It’s still unclear if ICE officials meant to arrest a DACA participant last week, but it could be the first sign of expanding deportation efforts under the new administration.
By Kate Wheeling
Supporters of immigration reform protest outside the Supreme Court on November 20th, 2015. (Photo: Win McNamee/Getty Images)
Last week, authorities arrested Daniel Ramirez Medina, a Mexican immigrant brought into the United States illegally as a child who obtained a work permit during the Obama administration through the Deferred Action for Childhood Arrivals program. Ramirez filed a legal challenge to his detention on Monday.
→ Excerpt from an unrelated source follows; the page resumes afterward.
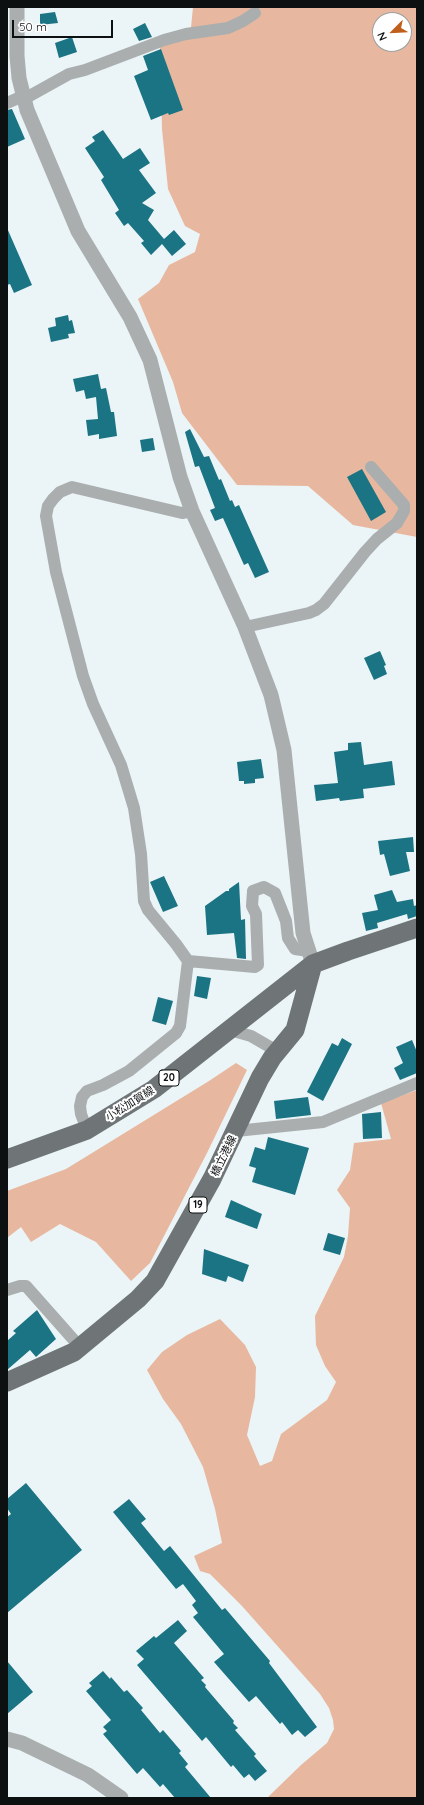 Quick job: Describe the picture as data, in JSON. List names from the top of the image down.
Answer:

Immigration and Customs Enforcement officers took the 23 year old—who reportedly has no criminal record—into custody last week after arriving at his family’s residence in Seattle to arrest his father, Reuters reports. ICE raids in more than a dozen states across the country last week resulted in more than 680 illegal immigrants being detained, but Ramirez appears to be the only DACA recipient arrested so far.
“We are hoping this detention was a mistake,” Ethan Dettmer, one of the lawyers representing Ramirez in his challenge of his arrest, told Reuters.
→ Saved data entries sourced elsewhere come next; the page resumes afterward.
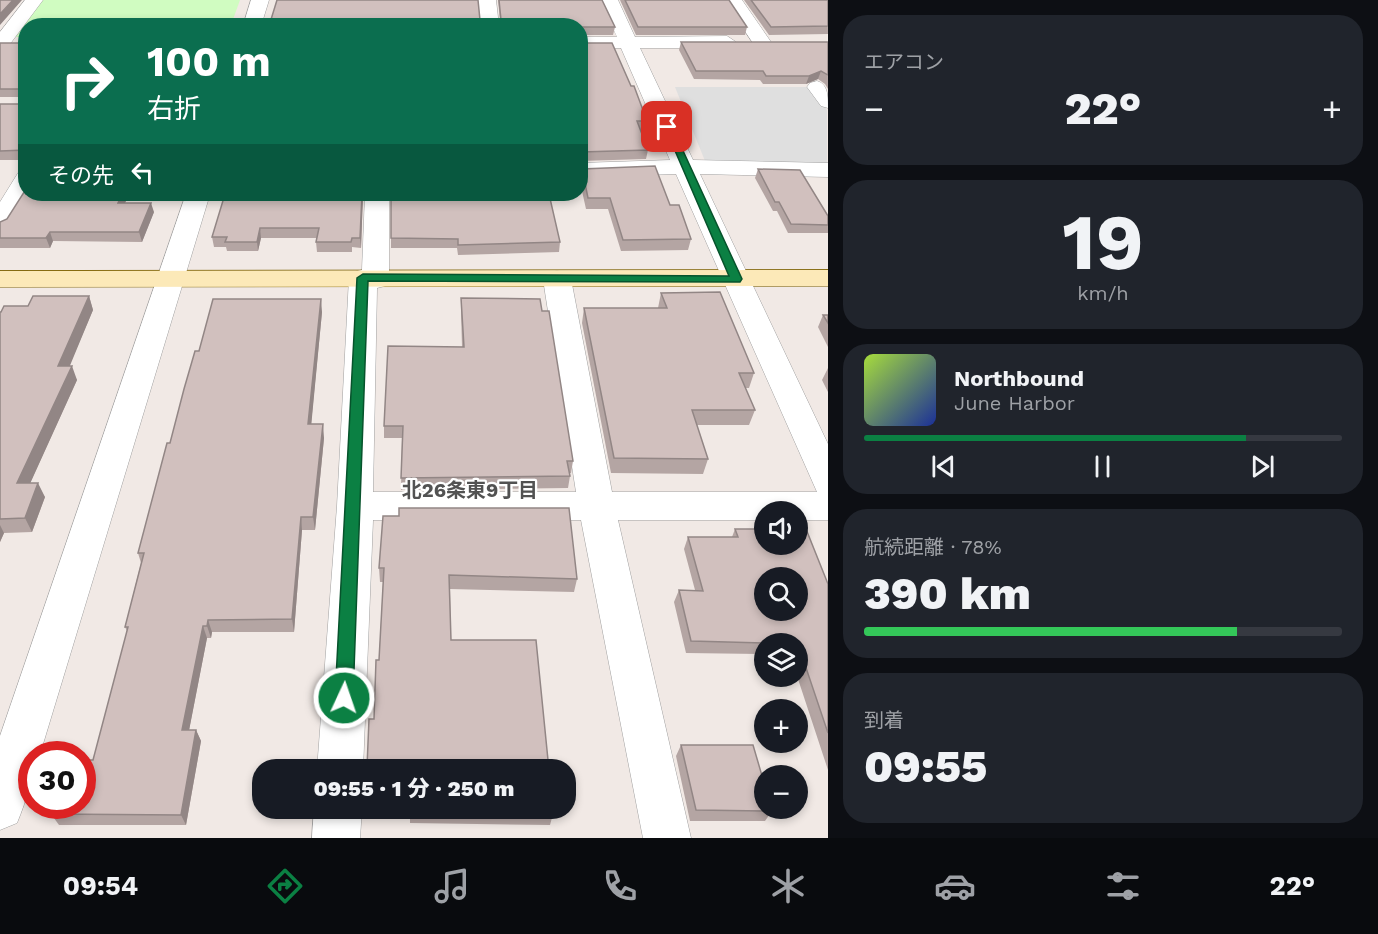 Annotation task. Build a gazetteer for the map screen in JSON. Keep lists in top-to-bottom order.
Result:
{
  "districts": ["北26条東9丁目"],
  "page": {
    "tile": [
      "エアコン",
      ["19", "km/h"],
      ["航続距離 · 78%", "390 km"],
      ["到着", "09:55"]
    ],
    "turn": ["100 m", "右折"],
    "heat": ["−", "22°", "+"],
    "then": "その先",
    "song": ["Northbound", "June Harbor"],
    "map_buttons": ["+", "−"],
    "limit": "30",
    "trip": "09:55 · 1 分 · 250 m",
    "tabs": ["09:54", "22°"]
  }
} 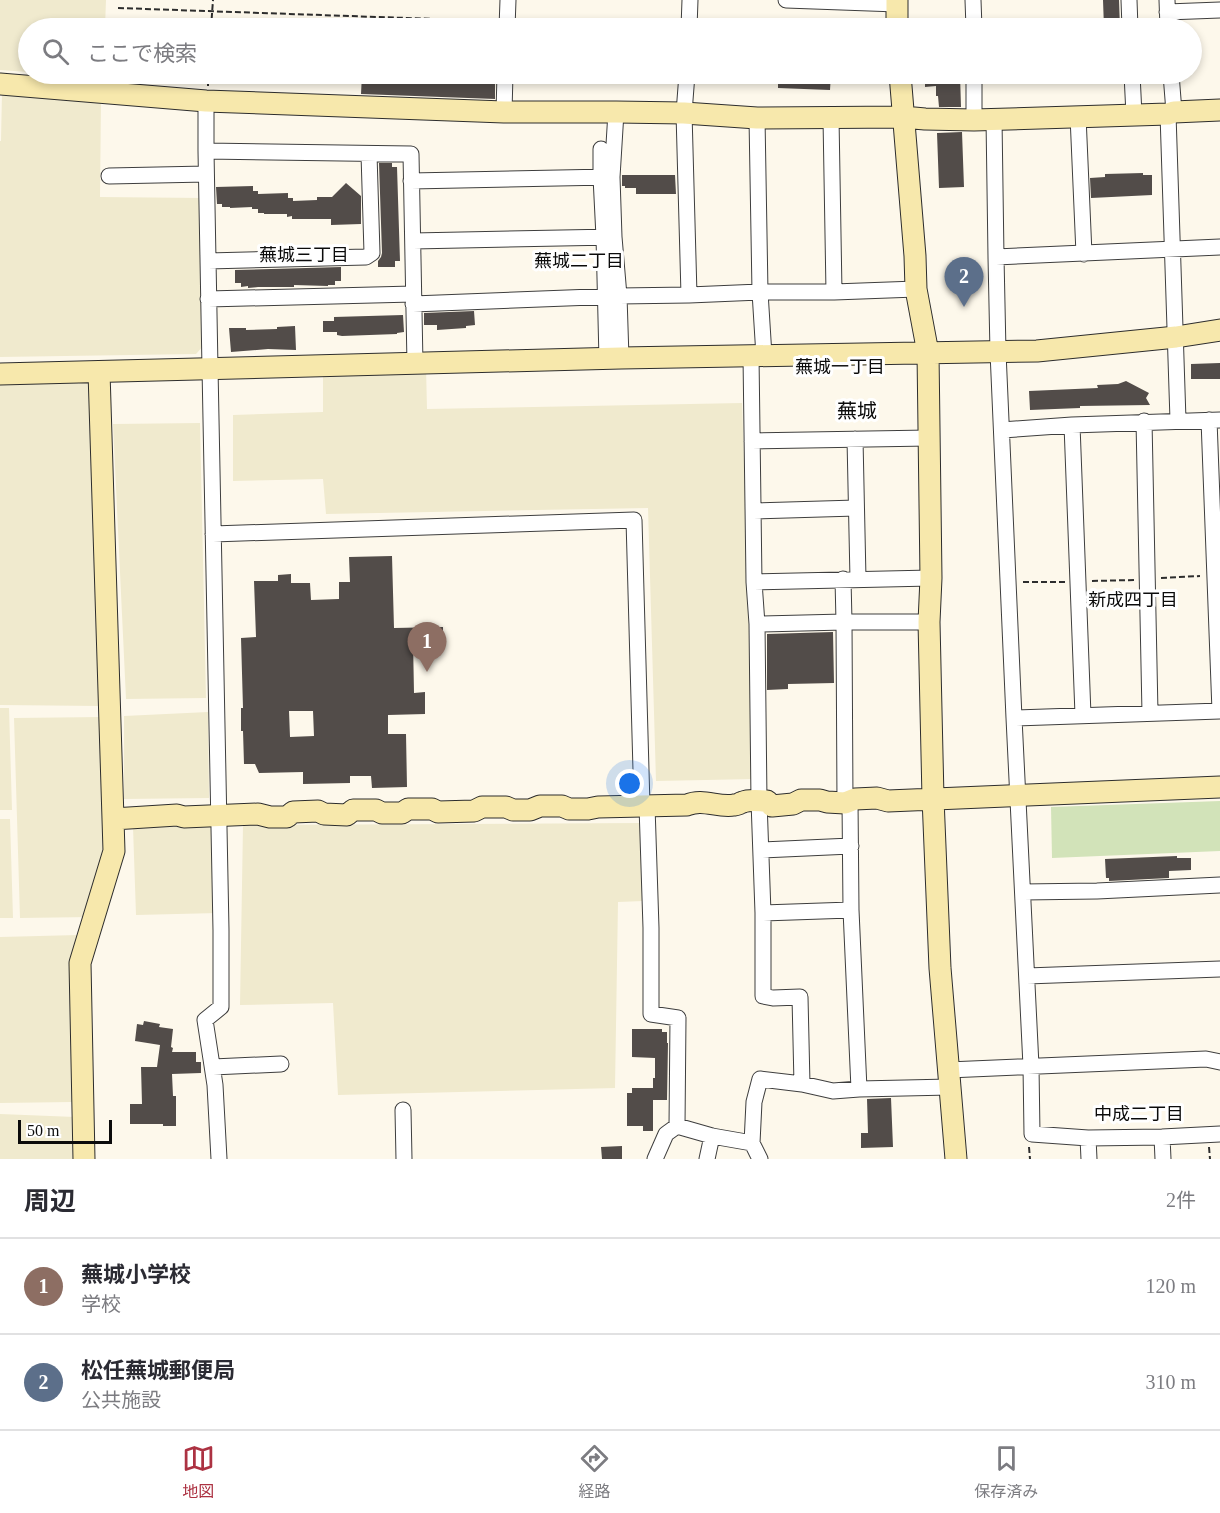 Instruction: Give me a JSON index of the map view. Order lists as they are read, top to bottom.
{
  "districts": [
    "蕪城三丁目",
    "蕪城二丁目",
    "蕪城一丁目",
    "蕪城",
    "新成四丁目",
    "中成二丁目"
  ],
  "scale_bar": "50 m",
  "page": {
    "search": "ここで検索",
    "pins": ["2", "1"],
    "scale": "50 m",
    "heading": ["周辺", "2件"],
    "list": [
      {
        "mark": "1",
        "name": "蕪城小学校",
        "note": "学校",
        "value": "120 m"
      },
      {
        "mark": "2",
        "name": "松任蕪城郵便局",
        "note": "公共施設",
        "value": "310 m"
      }
    ],
    "nav": ["地図", "経路", "保存済み"]
  }
}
The Obama administration deported roughly 2.4 million people between 2009 and 2015, focusing on criminals and threats to public safety or national security. ICE officials have yet to comment on the case, but if the Trump administration begins targeting DACA recipients as well, it would put some 713,300 program participants at risk. On the campaign trail, President Donald Trump promised to roll back his predecessor’s executive orders on immigration, including the DACA program, though his team said more recently there are no “immediate” plans to dismantle the program.
Should they decide to decimate DACA, the names and addresses of program participants collected by the government could be used against any immigrant.